In Austin, Autohaus rethinks the relationship between home and garage through the lens of former race car drivers. Designed by Matt Fajkus Architecture, the space places daily living above an active garage, bringing an extensive car collection, tools, and work into constant view. It’s a home shaped as much by driving and mechanical work as it is by architecture.
ARCHITECTURE
Autohaus: When Race Car Drivers Design Their Own Home and Garage
Project Details
Architect: Matt Fajkus Architecture
Austin, TX | Completed 2017
Photographer: Charles Davis Smith | Casey Woods
In Austin, Autohaus begins with a different point of view.
Designed for former race car drivers, the project places the garage at the center of the home, not as an addition, but as the foundation. Living spaces sit above an active workspace, bringing cars, tools, and mechanical work into daily view.
It’s an approach that shows up across many of our Carchitecture features, where the garage isn’t secondary to the architecture, but the starting point.
The Garage as the Foundation of the Home
For the owners, cars are central to daily life, to identity, and to a broader mission of teaching automotive restoration skills to disadvantaged youth. Autohaus was conceived to support that blend. It is a home that can flex between domestic retreat, collaborative workspace, and gathering place without privileging one over the other.
The structure is organized to clearly connect home and garage. Living spaces sit directly above the open garage, maintaining a constant visual connection between the two, a strategy seen in other homes where elevated living areas remain visually tied to the space below. The upper level projects forward, opening the garage vertically at the rear while forming a covered carport beneath the bedroom at the front.
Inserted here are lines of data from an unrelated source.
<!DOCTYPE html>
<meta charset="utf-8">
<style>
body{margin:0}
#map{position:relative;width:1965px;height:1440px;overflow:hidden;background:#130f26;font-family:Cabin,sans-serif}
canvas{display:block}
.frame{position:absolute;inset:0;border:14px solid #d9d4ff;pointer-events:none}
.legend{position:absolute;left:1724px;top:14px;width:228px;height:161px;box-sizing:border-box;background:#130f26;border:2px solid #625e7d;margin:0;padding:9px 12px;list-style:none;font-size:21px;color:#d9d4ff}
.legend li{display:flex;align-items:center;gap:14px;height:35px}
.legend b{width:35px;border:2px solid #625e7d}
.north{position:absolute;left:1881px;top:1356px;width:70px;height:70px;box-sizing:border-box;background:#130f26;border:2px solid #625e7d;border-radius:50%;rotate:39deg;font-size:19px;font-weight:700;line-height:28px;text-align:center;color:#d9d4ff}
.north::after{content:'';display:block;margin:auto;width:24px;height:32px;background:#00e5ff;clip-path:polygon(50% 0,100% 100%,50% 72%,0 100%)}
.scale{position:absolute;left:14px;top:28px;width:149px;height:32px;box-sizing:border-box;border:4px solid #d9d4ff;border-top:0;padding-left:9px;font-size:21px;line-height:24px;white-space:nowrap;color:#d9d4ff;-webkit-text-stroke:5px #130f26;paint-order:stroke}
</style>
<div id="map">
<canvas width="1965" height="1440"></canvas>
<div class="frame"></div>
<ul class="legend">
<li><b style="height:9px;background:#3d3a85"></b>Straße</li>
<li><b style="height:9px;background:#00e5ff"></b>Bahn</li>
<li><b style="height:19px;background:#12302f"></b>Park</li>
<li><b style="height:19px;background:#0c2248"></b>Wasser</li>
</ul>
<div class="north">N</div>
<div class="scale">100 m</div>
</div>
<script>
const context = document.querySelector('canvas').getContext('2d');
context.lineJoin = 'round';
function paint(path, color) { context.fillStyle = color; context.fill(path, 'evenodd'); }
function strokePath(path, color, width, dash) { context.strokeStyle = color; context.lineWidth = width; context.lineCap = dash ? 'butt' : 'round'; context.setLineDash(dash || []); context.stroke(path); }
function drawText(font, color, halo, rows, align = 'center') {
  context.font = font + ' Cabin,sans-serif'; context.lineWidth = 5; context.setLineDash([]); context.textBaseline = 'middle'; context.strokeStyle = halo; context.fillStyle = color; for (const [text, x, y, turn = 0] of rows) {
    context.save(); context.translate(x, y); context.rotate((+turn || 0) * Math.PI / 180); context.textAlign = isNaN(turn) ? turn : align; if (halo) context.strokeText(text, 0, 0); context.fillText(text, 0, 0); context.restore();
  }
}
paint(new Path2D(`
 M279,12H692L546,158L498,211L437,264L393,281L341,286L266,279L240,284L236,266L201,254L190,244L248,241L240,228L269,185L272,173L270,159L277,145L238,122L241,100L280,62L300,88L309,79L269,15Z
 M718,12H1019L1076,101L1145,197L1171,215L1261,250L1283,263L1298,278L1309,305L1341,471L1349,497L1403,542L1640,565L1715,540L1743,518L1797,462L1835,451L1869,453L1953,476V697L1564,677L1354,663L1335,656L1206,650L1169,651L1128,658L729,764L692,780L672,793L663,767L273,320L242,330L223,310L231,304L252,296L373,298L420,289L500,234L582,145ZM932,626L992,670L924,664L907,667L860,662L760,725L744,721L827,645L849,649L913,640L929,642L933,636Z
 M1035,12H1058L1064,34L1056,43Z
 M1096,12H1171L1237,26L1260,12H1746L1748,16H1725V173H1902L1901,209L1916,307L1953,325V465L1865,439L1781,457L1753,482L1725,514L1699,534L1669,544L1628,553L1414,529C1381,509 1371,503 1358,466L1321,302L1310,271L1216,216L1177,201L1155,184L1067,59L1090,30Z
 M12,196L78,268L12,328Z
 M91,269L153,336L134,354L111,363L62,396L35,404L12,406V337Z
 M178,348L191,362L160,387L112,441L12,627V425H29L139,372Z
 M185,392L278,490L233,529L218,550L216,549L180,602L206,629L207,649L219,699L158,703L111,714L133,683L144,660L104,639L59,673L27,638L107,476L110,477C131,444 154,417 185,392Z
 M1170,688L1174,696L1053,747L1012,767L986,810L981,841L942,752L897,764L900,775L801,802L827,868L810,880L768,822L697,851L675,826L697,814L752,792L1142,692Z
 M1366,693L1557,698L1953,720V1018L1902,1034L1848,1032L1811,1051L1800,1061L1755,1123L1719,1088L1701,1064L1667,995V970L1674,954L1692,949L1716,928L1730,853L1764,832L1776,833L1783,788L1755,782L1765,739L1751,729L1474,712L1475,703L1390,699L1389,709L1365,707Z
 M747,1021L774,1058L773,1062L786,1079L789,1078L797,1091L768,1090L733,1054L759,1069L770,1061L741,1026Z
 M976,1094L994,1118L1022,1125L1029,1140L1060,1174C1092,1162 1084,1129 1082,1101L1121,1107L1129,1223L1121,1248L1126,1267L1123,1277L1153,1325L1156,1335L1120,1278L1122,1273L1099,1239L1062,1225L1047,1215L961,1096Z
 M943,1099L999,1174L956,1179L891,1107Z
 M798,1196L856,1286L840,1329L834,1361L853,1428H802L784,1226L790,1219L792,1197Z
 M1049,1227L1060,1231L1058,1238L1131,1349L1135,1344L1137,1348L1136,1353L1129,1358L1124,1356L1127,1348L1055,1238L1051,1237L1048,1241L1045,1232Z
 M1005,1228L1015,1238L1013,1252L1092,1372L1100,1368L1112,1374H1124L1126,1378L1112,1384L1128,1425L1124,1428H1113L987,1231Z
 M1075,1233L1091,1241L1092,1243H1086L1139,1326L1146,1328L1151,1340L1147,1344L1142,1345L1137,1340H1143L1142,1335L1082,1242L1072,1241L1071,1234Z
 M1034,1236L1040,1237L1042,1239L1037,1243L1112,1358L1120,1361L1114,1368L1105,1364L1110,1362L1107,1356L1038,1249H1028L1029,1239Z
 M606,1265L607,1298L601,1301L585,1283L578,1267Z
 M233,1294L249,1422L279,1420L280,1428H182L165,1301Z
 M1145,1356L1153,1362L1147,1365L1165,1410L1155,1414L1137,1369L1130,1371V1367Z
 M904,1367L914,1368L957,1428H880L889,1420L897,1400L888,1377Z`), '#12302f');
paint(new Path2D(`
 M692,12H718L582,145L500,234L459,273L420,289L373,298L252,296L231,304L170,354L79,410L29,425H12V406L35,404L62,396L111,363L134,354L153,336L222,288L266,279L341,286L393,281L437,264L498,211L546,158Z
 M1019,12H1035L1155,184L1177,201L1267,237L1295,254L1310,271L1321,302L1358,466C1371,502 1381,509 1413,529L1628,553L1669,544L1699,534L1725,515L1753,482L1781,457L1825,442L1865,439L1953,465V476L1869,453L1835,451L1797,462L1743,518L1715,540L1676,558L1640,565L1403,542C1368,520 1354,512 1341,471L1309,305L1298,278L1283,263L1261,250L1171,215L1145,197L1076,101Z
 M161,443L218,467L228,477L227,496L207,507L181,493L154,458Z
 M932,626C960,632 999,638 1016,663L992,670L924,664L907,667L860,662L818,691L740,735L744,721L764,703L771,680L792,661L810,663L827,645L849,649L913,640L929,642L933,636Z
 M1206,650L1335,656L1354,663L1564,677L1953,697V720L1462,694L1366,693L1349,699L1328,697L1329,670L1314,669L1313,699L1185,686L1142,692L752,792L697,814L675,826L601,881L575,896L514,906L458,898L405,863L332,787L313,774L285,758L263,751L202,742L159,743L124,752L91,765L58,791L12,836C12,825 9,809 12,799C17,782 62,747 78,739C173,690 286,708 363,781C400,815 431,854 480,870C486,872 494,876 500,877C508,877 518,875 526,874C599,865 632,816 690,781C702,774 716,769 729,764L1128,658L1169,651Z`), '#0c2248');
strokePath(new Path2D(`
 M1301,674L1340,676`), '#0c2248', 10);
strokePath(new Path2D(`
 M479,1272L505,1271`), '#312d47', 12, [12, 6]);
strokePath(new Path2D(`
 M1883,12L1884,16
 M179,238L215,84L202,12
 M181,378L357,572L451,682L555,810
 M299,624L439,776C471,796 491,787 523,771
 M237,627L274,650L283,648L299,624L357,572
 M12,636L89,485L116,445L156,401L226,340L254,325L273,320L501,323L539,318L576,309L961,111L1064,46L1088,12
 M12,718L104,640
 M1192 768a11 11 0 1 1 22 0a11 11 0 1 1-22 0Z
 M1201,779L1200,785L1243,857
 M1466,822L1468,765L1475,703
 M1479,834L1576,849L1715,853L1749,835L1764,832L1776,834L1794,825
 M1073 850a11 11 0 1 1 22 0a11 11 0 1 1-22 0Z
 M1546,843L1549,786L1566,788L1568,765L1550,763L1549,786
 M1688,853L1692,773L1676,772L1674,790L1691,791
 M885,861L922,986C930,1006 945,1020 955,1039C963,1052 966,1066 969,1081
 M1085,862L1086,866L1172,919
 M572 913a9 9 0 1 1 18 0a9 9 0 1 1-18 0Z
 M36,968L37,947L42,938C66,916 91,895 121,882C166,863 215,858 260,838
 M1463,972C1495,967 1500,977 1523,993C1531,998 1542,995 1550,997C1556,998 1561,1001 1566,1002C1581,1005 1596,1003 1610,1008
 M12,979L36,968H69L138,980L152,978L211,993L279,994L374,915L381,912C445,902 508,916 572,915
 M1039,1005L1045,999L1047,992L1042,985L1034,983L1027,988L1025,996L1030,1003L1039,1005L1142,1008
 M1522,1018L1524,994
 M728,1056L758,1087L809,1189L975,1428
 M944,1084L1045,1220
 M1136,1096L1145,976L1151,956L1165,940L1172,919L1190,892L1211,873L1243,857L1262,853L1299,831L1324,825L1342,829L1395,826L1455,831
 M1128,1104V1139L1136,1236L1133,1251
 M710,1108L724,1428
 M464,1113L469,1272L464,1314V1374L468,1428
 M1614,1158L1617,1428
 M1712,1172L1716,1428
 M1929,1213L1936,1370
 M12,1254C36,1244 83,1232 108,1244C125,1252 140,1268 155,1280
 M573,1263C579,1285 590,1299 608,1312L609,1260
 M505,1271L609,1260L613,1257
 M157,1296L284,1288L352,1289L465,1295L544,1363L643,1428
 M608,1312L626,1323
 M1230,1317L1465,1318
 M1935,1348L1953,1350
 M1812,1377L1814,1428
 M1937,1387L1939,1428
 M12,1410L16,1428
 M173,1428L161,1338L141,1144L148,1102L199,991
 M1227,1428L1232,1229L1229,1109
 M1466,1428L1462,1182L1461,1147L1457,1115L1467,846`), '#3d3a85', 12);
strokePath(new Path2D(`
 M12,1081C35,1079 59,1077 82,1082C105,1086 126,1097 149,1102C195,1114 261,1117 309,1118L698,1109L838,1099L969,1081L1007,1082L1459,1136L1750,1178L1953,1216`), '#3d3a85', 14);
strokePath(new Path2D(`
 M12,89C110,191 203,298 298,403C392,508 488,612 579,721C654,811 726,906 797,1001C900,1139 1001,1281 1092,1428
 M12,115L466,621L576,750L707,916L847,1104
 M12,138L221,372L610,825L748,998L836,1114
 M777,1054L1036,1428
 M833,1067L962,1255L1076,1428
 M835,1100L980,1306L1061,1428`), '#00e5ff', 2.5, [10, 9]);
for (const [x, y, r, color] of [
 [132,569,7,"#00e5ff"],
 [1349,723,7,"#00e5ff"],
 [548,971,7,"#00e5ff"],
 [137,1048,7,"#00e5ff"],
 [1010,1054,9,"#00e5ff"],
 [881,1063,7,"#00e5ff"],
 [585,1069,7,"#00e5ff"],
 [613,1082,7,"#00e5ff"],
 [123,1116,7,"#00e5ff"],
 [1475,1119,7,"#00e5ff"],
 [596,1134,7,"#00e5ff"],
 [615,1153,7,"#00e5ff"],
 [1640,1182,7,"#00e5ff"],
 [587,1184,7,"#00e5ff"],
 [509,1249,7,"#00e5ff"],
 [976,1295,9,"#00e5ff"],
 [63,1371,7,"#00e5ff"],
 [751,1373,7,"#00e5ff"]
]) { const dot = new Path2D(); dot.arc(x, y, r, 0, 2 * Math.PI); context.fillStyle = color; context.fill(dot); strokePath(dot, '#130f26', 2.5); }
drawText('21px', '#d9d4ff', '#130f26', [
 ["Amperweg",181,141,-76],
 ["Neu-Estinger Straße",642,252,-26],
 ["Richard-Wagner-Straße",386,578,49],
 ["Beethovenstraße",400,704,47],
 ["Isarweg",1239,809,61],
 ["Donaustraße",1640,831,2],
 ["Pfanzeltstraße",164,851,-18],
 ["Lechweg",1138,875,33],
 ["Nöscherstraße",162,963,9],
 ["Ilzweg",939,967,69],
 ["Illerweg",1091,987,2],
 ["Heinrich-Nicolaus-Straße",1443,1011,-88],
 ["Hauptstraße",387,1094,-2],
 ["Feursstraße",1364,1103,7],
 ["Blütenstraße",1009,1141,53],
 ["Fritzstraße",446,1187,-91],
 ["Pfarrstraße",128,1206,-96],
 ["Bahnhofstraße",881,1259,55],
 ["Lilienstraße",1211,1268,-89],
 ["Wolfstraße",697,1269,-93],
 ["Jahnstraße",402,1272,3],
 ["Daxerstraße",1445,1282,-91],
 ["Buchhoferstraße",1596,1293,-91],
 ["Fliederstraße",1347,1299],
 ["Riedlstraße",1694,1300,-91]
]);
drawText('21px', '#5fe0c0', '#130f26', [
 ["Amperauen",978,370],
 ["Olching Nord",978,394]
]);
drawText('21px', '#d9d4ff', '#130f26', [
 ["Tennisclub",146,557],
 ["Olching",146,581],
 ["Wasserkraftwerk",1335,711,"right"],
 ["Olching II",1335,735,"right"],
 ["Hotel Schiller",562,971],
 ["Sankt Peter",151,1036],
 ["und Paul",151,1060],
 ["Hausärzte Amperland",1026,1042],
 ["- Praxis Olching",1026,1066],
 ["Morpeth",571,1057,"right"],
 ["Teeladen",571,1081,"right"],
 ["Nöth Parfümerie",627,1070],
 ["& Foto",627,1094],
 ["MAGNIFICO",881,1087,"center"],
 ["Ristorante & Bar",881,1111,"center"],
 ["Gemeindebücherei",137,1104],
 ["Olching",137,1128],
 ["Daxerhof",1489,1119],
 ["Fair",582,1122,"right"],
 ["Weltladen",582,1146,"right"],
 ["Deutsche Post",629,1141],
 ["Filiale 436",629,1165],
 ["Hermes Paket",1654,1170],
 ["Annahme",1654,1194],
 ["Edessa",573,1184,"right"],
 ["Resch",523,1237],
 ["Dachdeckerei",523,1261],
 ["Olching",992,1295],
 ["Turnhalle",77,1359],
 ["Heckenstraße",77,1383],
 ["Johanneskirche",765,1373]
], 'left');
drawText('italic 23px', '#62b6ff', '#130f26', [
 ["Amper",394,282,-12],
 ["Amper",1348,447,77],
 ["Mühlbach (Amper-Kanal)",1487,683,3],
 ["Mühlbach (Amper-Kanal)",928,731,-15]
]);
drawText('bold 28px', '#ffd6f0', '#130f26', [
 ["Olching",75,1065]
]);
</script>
Nothing is hidden. The vintage car collection is openly displayed and actively used as part of everyday life, reinforcing a broader approach where the garage is fully integrated into the visual and daily rhythm of the home.
A Garage Built for Car Collection and Use
The garage is designed to support an active car collection, where vehicles are not just stored but regularly used, worked on, and experienced as part of daily life. Material and structural decisions reinforce that intent. Lightweight insulated concrete composite blocks create a durable, tightly sealed enclosure, resulting in a garage with clean air and a stable interior environment. It’s a space designed to spend time in, not just pass through or park a car.
The level of detail and craftsmanship reflects a close collaboration between architect and builder. Custom steel doors and windows were fabricated on site with Risinger & Co, allowing precise control over proportion and performance. The process mirrors the work happening inside the garage. Hands-on. Iterative. Exact.
Living Above the Garage
Despite its industrial underpinnings, the house maintains a strong connection to its surroundings.
Daylight moves through the space, views extend into the surrounding tree canopy, and openings allow for fresh air and cross-ventilation, creating a garage that can be fully opened and used as an active workspace when conditions allow. The result is a space that feels open and livable without losing its purpose.
Designed to Evolve
Flexibility is inherent in the project’s design.
A future one-bedroom residence can be integrated within the garage, allowing the home to adapt over time as needs change. The structure is not fixed to a single use, but designed to evolve alongside its occupants.
At Autohaus, the garage is not secondary, nor is it hidden. It’s a home where machines and humans coexist without hierarchy, and where the garage is the heart of the architecture itself.